There is also a small risk of perforation when the device is inserted. And lastly, some people’s body may reject the device and it may fall out. That, too, is rare, Di Meglio says.
As for side effects, some devices come with more than others.
“With the copper IUD, it can increase cramps and the volume of bleeding when you have your period,” Di Meglio points out. “And with both types of IUDs, sometimes when you insert it, there is a period of time when you have a lot of spotting after the insertion but that usually settles down.”
And with the IUS, Di Meglio says sometimes people will bleed a lot less or not at all while menstruating. Usually, with this method, there aren’t a lot of side effects. In fact, the cramping one experiences during a period is often less.
Every now and then, Di Meglio says she’ll encounter people who have side effects from the small levels of hormones that come with these methods, like nausea.
However, the benefits of IUD and IUS methods far outweigh the minor and rare side effects and risks.
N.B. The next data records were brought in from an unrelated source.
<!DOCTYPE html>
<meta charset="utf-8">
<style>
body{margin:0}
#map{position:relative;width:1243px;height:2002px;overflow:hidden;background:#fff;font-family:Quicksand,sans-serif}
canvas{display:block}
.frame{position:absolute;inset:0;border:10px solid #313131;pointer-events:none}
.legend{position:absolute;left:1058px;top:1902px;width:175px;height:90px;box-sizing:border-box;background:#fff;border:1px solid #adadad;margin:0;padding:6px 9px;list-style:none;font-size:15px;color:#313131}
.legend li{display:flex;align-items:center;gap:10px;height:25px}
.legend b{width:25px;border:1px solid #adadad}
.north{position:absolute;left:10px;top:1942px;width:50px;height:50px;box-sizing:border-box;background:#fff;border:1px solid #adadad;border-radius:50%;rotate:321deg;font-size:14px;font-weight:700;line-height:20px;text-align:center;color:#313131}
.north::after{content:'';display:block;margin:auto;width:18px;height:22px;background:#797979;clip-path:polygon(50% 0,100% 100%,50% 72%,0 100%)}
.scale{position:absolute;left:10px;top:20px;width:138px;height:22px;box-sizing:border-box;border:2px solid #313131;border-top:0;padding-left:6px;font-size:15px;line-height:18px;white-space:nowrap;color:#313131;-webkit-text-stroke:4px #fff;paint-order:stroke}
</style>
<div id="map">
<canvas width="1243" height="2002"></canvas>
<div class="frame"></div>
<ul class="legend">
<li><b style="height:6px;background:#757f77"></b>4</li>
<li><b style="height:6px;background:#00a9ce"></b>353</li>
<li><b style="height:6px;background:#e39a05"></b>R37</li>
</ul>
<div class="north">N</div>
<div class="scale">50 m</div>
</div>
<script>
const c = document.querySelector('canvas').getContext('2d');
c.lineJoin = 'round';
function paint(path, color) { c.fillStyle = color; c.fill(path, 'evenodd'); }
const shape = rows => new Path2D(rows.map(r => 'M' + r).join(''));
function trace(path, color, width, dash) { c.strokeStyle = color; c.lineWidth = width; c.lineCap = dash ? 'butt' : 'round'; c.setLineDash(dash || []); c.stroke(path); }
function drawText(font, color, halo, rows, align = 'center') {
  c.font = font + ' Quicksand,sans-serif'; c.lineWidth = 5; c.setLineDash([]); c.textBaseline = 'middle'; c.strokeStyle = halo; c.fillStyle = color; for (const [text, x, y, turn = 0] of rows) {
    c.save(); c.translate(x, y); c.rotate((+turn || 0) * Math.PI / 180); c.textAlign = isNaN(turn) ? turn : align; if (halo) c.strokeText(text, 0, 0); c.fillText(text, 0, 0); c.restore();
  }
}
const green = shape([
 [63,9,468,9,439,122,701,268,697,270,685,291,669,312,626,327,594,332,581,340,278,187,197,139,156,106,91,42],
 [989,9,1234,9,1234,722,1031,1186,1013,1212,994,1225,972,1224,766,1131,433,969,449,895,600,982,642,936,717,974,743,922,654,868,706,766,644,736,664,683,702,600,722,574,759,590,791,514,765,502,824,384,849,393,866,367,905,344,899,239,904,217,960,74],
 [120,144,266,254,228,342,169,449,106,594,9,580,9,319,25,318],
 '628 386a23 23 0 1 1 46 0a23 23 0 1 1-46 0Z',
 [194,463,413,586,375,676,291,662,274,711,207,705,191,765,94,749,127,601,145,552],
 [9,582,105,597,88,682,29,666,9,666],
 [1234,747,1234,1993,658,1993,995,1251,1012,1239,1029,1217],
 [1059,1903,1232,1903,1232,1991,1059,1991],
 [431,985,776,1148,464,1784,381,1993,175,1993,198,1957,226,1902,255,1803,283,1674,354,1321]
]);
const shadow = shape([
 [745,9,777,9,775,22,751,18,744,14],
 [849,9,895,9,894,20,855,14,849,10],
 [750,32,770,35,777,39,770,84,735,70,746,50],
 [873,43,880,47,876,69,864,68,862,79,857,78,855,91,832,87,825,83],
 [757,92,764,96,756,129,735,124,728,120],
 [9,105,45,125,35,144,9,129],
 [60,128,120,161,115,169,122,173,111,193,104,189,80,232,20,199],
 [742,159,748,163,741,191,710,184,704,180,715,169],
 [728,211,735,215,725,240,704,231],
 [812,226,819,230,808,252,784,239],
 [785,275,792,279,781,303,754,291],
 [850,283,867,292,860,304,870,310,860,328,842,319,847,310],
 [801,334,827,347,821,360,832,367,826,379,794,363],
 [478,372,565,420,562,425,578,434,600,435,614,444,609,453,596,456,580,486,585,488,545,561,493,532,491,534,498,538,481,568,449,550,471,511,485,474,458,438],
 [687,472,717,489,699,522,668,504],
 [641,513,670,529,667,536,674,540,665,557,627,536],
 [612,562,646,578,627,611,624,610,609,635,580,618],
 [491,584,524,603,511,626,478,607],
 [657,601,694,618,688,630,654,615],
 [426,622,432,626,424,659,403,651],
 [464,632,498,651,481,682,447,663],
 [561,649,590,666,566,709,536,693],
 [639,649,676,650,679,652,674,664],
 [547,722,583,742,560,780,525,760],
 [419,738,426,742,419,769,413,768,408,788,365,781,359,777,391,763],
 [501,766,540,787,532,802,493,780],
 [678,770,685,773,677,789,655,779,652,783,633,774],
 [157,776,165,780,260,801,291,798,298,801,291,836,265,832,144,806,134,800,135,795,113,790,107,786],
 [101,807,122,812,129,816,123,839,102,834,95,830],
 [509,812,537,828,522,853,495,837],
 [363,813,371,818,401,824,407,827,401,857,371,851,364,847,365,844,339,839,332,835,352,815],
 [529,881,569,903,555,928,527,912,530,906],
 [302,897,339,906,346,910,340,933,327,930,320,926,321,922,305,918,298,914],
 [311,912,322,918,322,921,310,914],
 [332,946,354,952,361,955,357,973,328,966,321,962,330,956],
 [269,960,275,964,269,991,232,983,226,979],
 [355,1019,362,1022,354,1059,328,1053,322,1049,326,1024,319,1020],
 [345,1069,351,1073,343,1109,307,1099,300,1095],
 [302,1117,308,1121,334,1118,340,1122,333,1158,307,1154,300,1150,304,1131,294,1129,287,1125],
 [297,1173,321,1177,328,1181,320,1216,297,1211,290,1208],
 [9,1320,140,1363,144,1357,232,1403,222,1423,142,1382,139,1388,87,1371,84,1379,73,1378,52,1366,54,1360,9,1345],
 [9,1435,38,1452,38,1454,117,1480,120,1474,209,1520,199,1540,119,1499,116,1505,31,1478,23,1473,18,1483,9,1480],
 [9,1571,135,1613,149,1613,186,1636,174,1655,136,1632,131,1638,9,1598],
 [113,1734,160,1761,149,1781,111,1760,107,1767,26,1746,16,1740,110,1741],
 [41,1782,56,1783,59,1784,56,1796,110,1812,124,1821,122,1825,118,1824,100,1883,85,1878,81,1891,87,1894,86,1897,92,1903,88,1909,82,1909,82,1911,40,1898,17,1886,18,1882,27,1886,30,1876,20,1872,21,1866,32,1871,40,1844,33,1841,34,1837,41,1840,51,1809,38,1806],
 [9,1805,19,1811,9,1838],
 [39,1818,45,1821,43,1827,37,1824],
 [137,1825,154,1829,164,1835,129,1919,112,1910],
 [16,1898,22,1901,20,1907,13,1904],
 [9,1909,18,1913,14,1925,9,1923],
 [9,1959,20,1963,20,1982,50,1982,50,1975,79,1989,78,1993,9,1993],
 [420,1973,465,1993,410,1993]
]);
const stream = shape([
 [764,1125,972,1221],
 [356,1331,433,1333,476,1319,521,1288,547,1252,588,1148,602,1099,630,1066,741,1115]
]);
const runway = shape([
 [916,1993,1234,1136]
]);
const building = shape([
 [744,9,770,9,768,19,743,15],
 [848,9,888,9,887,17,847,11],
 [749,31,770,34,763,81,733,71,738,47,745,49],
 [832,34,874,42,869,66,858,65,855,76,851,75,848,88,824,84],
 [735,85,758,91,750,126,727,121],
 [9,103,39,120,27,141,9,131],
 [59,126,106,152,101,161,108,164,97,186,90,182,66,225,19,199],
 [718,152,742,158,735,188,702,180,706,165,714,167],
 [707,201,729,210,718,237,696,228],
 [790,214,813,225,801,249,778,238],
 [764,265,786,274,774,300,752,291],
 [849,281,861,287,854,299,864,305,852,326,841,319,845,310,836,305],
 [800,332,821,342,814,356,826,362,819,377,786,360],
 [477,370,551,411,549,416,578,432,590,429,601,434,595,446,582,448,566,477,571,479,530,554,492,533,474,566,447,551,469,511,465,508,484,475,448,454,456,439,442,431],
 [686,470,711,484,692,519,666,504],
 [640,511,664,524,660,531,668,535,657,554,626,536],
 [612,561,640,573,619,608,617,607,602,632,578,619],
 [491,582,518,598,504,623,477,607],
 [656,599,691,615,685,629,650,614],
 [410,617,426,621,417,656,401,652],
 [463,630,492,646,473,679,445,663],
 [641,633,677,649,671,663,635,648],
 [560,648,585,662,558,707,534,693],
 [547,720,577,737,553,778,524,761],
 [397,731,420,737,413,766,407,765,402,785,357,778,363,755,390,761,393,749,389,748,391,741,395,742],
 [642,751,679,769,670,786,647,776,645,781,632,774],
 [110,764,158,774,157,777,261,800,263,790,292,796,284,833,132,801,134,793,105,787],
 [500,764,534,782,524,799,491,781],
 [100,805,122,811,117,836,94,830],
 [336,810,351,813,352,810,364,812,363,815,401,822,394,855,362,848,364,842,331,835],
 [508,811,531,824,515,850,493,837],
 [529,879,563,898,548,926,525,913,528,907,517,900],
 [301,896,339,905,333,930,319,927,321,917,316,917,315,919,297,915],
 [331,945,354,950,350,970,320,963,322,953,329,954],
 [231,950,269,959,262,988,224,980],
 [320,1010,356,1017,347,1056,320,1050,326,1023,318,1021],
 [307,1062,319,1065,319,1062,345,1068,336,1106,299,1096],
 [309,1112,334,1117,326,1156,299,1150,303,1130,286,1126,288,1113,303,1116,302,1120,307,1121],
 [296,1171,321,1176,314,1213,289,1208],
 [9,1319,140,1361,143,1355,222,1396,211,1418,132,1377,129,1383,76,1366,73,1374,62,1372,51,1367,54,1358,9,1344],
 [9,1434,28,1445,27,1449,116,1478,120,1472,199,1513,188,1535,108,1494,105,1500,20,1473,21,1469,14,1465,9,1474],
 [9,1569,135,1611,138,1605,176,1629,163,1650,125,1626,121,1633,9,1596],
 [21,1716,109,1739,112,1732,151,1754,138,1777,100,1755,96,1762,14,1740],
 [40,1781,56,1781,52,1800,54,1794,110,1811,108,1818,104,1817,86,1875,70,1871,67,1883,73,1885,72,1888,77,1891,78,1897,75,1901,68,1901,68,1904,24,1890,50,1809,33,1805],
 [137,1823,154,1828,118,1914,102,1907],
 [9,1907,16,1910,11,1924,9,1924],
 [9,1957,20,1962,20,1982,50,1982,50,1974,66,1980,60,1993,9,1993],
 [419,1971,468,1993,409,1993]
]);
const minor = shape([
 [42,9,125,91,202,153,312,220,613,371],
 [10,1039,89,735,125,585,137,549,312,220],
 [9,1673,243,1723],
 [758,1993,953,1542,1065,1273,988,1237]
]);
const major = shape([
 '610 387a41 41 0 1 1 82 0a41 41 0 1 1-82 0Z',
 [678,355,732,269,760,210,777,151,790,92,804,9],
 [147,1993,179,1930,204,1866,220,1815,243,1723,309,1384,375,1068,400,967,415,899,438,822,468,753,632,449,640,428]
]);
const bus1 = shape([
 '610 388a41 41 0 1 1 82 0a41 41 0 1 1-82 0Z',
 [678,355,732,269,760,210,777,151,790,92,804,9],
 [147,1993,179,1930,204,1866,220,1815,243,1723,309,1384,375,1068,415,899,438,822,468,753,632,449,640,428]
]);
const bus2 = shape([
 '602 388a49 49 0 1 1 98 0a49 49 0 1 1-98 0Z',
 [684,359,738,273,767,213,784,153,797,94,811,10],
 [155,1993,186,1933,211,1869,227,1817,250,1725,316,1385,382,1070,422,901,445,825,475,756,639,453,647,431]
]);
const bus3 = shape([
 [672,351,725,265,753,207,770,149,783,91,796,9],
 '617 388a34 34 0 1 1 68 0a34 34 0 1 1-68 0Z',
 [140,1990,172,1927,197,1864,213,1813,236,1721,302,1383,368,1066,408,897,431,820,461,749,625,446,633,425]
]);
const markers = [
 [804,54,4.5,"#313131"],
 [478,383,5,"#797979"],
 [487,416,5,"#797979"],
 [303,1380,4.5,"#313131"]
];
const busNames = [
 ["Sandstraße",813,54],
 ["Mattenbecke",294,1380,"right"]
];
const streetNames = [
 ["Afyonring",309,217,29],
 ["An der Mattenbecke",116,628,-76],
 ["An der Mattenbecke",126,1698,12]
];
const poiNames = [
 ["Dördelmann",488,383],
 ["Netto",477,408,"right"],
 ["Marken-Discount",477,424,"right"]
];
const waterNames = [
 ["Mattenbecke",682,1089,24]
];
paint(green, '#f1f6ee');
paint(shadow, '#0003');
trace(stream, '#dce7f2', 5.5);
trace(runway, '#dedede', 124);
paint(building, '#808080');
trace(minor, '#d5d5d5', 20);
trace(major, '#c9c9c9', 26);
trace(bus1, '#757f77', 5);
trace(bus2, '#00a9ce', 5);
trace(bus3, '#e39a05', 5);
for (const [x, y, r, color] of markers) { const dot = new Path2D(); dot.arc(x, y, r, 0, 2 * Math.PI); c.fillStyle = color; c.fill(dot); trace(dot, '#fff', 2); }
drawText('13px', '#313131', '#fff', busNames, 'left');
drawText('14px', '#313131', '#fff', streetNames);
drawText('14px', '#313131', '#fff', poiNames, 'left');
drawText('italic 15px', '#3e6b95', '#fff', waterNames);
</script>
The CPS statement also advises that providers:
- Discuss sexual health, fertility, family planning and contraception with all youth starting early in adolescence, preferably before they become sexually active
- Have a collaborative approach that empowers youth to makes informed decisions about their birth control options
- Encourage youth to always use condoms, regardless of the method of birth control they use, to prevent sexually transmitted infections
- Inform youth about emergency contraception as back-up methods of preventing pregnancy
Di Meglio hopes that these recommendations help in reducing common barriers adolescent girls run into today when it comes to contraception and their sexual health — barriers like the cost and the referral process, which Di Meglio says hinders an efficient process because healthcare providers would rather send patients to another doctor rather than doing the process themselves.
“We want to make contraception use as simple as possible for youth,” Di Meglio says. “We want providers of all sorts to have contact with youth to facilitate the use of contraceptives and we’re encouraging also discussion before people are even sexually active. We also want to encourage providers to encourage parents to have those conversations so that parents are then in the loop as much as possible so that they too can encourage young people to use effective contraception.”